# Beneteau differences



## msl (Jul 4, 2001)

What can be said about the build and sailing characteristics differences between a Beneteau "First" series, an "Oceanus" series and just a plain Beneteau.

It is a little confusing and quite a large price difference in same size boats, too.

Thanks,
Mark L.


----------



## Jeff_H (Feb 26, 2000)

Over the years Beneteau has constructed a wide range of ''lines of boats''. Some like thier custom series are very high quality boats. The Beneteau First series are intended to be a step up from their more basic series.
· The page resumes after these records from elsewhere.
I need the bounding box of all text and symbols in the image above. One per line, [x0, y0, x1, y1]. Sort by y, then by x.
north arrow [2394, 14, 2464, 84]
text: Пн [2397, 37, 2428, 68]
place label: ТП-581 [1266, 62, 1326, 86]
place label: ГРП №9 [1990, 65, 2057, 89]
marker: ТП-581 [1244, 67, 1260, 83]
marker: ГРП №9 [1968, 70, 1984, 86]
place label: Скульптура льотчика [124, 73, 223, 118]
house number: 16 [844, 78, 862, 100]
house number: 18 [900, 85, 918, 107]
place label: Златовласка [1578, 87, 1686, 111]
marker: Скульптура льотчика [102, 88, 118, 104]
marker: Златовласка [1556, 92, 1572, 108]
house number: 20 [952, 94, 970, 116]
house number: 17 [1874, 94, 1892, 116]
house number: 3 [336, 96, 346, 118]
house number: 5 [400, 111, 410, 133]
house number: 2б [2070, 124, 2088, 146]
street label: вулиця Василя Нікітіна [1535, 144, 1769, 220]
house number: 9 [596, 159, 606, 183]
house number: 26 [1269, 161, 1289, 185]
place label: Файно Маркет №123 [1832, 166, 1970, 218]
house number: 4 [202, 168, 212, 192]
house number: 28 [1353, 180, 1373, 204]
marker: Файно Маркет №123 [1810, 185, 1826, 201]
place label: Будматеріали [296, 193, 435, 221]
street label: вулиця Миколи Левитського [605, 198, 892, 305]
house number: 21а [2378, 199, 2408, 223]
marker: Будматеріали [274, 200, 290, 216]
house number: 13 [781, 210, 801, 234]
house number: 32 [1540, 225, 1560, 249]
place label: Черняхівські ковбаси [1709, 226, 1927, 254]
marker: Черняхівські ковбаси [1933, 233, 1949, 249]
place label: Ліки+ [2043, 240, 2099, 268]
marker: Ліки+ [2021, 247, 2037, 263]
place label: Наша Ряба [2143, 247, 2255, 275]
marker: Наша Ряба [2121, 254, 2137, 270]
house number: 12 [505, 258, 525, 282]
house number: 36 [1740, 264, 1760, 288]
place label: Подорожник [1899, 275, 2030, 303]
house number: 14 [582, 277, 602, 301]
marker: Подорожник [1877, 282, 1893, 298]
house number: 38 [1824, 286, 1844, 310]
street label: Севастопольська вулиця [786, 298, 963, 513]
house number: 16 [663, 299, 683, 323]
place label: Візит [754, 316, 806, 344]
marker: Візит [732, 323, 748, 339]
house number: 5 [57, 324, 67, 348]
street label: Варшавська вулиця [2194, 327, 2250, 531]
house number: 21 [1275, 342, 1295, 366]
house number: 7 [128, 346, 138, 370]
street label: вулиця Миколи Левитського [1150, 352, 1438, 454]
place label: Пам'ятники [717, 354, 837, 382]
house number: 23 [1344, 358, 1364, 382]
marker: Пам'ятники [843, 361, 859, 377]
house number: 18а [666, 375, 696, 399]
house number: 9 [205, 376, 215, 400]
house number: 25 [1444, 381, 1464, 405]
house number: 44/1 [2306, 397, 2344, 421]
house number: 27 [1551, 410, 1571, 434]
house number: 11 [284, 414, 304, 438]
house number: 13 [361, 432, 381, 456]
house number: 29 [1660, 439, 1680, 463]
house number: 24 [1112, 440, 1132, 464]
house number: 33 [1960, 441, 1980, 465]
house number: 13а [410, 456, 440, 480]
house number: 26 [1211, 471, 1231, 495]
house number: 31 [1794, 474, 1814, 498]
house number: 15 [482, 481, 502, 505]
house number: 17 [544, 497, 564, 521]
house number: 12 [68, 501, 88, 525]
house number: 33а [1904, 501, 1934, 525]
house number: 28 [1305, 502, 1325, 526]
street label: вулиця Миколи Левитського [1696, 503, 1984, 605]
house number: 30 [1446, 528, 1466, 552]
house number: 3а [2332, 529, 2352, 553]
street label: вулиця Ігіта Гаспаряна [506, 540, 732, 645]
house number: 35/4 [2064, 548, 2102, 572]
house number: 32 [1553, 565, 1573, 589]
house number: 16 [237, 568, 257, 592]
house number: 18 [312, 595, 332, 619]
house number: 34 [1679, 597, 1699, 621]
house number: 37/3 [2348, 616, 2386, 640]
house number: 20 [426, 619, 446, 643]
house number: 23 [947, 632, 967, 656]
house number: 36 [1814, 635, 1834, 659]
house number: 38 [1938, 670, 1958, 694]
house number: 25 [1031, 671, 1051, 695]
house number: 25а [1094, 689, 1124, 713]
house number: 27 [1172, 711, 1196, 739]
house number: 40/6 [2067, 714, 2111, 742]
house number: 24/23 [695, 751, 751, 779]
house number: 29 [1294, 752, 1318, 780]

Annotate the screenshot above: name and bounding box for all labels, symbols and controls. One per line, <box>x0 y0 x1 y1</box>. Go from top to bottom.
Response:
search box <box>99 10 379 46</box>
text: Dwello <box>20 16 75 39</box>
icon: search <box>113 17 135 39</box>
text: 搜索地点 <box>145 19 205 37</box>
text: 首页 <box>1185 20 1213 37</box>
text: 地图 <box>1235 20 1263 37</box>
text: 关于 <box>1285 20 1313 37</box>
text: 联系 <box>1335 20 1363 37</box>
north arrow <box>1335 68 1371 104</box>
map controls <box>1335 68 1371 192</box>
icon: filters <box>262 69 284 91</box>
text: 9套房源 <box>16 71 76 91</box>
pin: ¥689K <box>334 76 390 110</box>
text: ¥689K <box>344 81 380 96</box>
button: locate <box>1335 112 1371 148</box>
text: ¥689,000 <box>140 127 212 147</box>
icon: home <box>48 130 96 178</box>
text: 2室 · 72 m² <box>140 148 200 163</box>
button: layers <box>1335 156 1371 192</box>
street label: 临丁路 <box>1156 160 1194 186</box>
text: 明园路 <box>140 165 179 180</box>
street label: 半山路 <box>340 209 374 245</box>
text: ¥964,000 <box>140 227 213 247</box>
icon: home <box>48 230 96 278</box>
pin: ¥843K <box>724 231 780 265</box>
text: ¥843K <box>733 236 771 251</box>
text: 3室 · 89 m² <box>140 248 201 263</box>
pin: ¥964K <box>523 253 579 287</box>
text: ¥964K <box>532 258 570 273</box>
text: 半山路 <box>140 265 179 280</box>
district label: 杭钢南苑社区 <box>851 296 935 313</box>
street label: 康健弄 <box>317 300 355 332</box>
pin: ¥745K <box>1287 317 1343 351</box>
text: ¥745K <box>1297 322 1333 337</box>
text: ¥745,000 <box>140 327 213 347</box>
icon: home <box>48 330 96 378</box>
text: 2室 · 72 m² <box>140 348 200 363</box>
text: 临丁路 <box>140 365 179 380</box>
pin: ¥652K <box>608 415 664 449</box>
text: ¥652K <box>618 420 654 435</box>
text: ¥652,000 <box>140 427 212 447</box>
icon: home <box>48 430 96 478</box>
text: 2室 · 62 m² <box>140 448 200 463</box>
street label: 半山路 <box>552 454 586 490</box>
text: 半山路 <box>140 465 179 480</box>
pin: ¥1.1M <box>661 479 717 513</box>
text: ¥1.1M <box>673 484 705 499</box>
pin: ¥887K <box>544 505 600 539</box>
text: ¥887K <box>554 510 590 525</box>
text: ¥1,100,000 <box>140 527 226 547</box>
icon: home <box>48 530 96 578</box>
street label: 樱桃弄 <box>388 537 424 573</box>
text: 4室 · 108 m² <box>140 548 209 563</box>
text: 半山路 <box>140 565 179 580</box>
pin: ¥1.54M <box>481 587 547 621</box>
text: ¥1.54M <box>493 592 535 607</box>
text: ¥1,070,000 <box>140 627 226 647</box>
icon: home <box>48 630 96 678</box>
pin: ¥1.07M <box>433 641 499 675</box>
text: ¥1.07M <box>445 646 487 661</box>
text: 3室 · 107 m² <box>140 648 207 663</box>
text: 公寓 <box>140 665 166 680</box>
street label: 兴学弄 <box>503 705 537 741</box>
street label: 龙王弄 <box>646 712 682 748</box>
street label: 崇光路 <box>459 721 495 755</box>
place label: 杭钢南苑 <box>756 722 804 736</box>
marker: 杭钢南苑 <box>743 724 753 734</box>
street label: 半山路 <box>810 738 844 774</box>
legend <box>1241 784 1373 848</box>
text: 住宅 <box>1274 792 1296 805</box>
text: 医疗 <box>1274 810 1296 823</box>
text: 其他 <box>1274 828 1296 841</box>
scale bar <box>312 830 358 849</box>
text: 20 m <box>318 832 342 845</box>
The Oceanis, Idylle and ''number'' series are more basic generally lack the higher quality building details, and performance of the First series. Build and finish quality seems to be significantly better on the First series with the posible exception of the ''First Class'' series which were out and out race boats. 

Of the fare offered by the big three boat builders; Beneteau, Catalina, and Hunter, Beneteau''s First Series seems to be a big step up.

Jeff


----------



## TSOJOURNER (Dec 16, 1999)

I agree with Jeff H. My perception of Beneteau quality in the Benehuntalina debate is based on my experience with the 1985 Beneteau First 325 that we owned for 9 years. I did not consider the typical Hunter or Catalina to be in the same class with the First Series Beneteau. Those that look down their noses at Beneteau really need to better understand the differentiation that Beneteau acheived in this line. The First 235, 285, 305, 325, 345, 405, 42, 435 and 456 were all excellent boats. All one has to do is read Ferenc Mate''s World''s Best Sailboats to understand the basis for this opinion.

J. Wagner
Echappe''
Charlevoix, MI


----------



## msl (Jul 4, 2001)

Thank you, both, for your answers. One more question about Beneteau...
Why not a lead keel? Is there some advantage to cast iron or did they go cheap below the waterline?
Thanks,
Mark L.


----------



## DuaneIsing (Jul 10, 2001)

msl,

There may be some structural reasons for this, but I just read in Cruising World, that the $485K Southerly 135 (45'') uses cast iron for its swing keel and the "grounding plate" structure which holds it. Lead may be preferable by most sailors'' opinions, but even some very expensive boats use CI.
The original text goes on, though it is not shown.